> [Problem details]
Which lines in the records below contain the word "Miyakonojo"? Copy each one out.

(Saved data entries)
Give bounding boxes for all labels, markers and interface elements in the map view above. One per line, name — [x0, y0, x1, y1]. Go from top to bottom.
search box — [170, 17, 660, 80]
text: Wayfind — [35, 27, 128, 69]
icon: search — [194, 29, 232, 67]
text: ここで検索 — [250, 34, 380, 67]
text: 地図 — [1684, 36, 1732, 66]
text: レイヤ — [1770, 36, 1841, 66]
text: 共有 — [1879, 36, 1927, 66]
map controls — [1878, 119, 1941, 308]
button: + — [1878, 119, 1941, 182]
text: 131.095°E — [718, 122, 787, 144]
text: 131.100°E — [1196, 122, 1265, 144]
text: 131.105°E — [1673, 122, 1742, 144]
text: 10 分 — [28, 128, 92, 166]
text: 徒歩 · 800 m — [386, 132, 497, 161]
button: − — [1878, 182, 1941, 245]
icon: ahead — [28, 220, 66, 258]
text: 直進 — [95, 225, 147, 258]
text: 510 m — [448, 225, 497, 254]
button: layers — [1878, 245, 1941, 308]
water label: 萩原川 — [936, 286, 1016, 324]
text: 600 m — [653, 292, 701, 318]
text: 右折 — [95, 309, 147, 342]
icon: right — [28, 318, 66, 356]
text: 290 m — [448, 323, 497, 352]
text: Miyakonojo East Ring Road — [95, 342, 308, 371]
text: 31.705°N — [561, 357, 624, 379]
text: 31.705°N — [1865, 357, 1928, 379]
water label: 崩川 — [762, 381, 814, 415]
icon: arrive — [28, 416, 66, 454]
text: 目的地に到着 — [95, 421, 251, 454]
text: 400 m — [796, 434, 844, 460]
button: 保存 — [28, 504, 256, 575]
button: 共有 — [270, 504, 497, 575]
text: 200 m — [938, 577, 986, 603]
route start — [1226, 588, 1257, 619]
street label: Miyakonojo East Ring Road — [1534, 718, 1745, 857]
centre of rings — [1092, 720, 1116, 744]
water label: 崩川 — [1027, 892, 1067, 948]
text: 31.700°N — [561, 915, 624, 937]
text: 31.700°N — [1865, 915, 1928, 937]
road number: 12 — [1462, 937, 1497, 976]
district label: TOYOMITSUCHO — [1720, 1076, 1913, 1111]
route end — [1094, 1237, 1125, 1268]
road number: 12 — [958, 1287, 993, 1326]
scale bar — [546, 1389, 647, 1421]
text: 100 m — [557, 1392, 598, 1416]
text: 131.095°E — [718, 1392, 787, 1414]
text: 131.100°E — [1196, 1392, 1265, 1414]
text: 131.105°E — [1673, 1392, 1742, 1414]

> [Response below]
text: Miyakonojo East Ring Road — [95, 342, 308, 371]
street label: Miyakonojo East Ring Road — [1534, 718, 1745, 857]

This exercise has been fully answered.